The Haunted Palace – Roger Corman (1963)

the-haunted-palace“Bu kasaba bir mezarlığa dönene kadar, intikamımı almış sayılmayacağım. Onların hepsi, tıpkı benim yaşadığım gibi, o yumuşak çıplak tenlerinde ateşin öpücüğünü hissedene kadar…”

Kendisine miras kalan büyük bir evi görmek için garip bir kasabaya gelen bir adamın geçmişin lanetleri nedeni ile yaşadıklarının hikayesi.

Roger Corman’dan Vincent Price’lı bir korku filmi. Düşük bütçeli korku/gerilim filmlerinin ustası Corman’ın dönemin meşhur American International Pictures şirketi için çektiği film adını Edgar Allan Poe’nun bir şiirinden almış. Girişte sanki Poe’dan uyarlanmış gibi bir tanıtımı olan ve böylece Corman’ın Poe uyarlamalarının bir yenisiymiş havası yaratılan (bir pazarlama taktiği olarak girişilen bu numaraya tepki olarak Corman’ın yazarın adını jenerikte özellikle yanlış yazdığı (Allan yerine Allen olarak) söylenir) film aslında H. P. Lovercraft’ın “The Case of Charles Dexter Ward” adlı novellasından Charles Beaumont tarafından uyarlanmış (diyalogların bir kısmını ünlü sinemacı Francis Ford Coppola yazmış!). Karanlık ve sisli mekanlar, tuhaf ve koca bir ev, daha doğrusu bir saray ve elbette Vincent Price’ın varlığı filmi Corman’ın diğer eserleri ile benzer bir yere yerleştiriyor. Corman’a özgü dünyadan hoşlanan ve ne ile karşı karşıya kalacaklarını bilenlerin keyif alacağı film, diğerleri için “basit” hikâyesi ve zaman zaman gereksiz uzatılmış gibi görünen sahneleri ile o denli keyif verici olmayabilir ama her Corman filmi görülmeye lâyıktır kuralı uyarınca onların da filmi görmesinde yarar var.

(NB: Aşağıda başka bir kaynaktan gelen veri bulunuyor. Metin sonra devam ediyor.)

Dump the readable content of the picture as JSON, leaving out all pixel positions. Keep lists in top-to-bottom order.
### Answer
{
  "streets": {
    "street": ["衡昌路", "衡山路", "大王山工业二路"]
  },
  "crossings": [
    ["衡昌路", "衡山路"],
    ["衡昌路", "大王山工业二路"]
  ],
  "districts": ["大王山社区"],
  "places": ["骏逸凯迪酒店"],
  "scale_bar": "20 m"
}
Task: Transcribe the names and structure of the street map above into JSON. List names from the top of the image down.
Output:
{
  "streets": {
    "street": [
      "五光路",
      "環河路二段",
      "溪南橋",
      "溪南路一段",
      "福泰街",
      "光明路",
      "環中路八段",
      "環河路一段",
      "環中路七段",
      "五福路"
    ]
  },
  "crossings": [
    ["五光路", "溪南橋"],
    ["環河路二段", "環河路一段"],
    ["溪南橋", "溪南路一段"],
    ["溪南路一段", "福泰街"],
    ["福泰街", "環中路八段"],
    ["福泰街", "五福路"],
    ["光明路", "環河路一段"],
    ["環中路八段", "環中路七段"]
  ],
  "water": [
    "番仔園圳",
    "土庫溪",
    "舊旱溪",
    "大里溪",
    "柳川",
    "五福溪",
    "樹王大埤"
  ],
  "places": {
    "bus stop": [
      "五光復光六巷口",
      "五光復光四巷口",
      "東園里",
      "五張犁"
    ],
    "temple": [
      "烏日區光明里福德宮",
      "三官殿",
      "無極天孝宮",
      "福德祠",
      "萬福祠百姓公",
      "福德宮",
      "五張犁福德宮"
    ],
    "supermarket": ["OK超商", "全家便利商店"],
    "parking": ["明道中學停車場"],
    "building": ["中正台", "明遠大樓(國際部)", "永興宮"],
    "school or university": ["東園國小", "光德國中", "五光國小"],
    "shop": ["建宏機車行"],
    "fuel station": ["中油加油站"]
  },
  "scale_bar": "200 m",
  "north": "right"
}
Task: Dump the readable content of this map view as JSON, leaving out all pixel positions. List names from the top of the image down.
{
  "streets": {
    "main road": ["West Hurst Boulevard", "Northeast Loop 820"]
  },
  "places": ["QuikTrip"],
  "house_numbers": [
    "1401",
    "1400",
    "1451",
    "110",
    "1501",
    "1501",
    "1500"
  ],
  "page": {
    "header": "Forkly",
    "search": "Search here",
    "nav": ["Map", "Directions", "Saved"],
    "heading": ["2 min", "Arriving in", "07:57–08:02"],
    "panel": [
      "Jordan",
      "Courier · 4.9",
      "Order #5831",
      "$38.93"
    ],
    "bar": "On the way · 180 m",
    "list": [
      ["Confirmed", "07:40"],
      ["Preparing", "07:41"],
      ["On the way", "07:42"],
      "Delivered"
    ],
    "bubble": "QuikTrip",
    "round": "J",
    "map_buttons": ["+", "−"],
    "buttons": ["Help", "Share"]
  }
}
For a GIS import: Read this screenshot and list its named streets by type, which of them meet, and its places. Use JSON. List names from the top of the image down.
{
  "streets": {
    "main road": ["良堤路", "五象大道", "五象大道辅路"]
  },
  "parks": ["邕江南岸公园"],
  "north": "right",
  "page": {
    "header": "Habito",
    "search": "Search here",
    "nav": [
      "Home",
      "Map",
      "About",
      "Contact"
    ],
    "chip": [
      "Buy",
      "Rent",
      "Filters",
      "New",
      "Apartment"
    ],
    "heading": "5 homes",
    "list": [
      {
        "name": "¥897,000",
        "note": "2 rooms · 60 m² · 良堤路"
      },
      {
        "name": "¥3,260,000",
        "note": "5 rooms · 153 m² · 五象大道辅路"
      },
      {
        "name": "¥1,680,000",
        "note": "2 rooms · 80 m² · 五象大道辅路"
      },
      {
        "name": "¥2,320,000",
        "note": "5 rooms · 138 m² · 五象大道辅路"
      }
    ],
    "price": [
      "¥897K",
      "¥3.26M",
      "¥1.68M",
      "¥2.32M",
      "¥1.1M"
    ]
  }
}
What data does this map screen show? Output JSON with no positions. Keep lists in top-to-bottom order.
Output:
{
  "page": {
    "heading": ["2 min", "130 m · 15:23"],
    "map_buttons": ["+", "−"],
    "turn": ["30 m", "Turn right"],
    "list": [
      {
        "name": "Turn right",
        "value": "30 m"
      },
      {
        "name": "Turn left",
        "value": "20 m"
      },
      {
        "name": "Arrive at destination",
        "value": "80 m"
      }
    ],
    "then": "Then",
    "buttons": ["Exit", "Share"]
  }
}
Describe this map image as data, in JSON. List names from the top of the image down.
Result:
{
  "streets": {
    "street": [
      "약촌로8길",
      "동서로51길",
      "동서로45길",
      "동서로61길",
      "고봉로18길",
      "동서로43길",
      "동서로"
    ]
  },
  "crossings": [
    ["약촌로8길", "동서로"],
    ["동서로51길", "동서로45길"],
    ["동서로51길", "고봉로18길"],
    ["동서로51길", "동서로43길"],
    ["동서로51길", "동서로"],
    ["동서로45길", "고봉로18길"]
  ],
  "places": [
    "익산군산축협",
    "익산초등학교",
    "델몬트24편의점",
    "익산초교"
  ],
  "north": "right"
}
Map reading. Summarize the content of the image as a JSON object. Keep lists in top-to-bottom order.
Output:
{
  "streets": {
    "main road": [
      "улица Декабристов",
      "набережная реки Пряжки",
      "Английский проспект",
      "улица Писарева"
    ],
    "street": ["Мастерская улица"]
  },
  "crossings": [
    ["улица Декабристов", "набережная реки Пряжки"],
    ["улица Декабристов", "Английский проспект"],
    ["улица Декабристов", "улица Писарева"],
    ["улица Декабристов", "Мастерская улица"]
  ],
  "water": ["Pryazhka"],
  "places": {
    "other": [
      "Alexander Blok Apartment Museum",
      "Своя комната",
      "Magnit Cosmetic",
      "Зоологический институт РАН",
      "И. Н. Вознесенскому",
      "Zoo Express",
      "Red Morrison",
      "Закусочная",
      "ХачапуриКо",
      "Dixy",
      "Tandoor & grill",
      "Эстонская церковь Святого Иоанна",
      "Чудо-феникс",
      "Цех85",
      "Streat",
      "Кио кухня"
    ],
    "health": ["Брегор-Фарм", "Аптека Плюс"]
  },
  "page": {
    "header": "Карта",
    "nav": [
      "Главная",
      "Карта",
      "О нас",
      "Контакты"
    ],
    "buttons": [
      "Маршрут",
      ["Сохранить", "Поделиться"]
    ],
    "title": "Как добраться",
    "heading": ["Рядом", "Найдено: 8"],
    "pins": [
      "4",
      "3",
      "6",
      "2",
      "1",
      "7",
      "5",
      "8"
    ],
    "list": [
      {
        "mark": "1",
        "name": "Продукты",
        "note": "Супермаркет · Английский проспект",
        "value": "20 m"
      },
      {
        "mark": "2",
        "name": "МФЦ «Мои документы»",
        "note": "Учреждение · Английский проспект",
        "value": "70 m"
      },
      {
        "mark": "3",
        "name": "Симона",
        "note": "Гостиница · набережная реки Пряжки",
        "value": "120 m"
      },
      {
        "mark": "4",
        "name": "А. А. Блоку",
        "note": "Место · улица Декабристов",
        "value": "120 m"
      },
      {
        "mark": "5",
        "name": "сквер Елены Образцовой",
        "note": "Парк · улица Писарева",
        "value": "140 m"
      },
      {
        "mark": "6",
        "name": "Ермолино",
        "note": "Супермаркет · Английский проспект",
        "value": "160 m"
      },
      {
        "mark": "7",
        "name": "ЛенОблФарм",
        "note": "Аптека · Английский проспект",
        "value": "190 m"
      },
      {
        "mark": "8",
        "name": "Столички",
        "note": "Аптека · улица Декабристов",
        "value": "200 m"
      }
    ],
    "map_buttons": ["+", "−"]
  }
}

Kasabanın kadınlarını büyüleyerek evine çeken şeytani bir varlığın kendisini diri diri yakan kasabalıları lanetlemesi (“Sizler ve çocuklarınız ve çocuklarınızın çocukları ve onların çocukları bu gece yaptıklarınızın bedelini ödeyecek. Şu andan itibaren hepiniz lanetlisiniz”) ile başlayan film, yüz on yıl sonra kasabaya gelen ve bu şeytanî varlığın soyundan bir adamın aldığı/almak zorunda bırakıldığı intikamı anlatıyor bize temel olarak. Corman’ın bu türdeki tüm filmlerinde olduğu gibi karanlık, sis ve ev içindeki örümcek ağları burada da karşımıza çıkıyor. Price de her zamanki oyununu, bu kez bir parça dizginlenmiş dozu ile sergiliyor. Kısacası alışıldık bir durumun karşısındayız ve daha önce Corman filmlerini seyretmiş olanlar bu öğelerin yanısıra hikâyenin atmosferi açısından da bir tanışıklık duygusu içinde seyredecektir filmi. Bir parça fazla kullanılmış olsa da Ronald Stein’in gösterişli müziğinin keyifli bir katkı sağladığı film, sanat yönetimi (Daniel Haller) ve set tasarımları (Harry Reif) açısından da etkileyici bir başarıya sahip ve hikâyenin amaçladığı etkiyi yakalamasını sağlıyorlar kesinlikle. Deforme olmuş yüzlerin makyajları bugün bir parça zayıf görünebilir belki ama iş görüyor genel olarak. Daha önce de Corman ile çalışmışlığı olan (“The Raven – Kuzgun”) görüntü yönetmeni Floyd Crosby’nin görüntüleri de hem iç hem dış mekanlarda tekinsiz atmosferi üzerimizden hiç eksik etmemeyi başarıyor hikâye boyunca.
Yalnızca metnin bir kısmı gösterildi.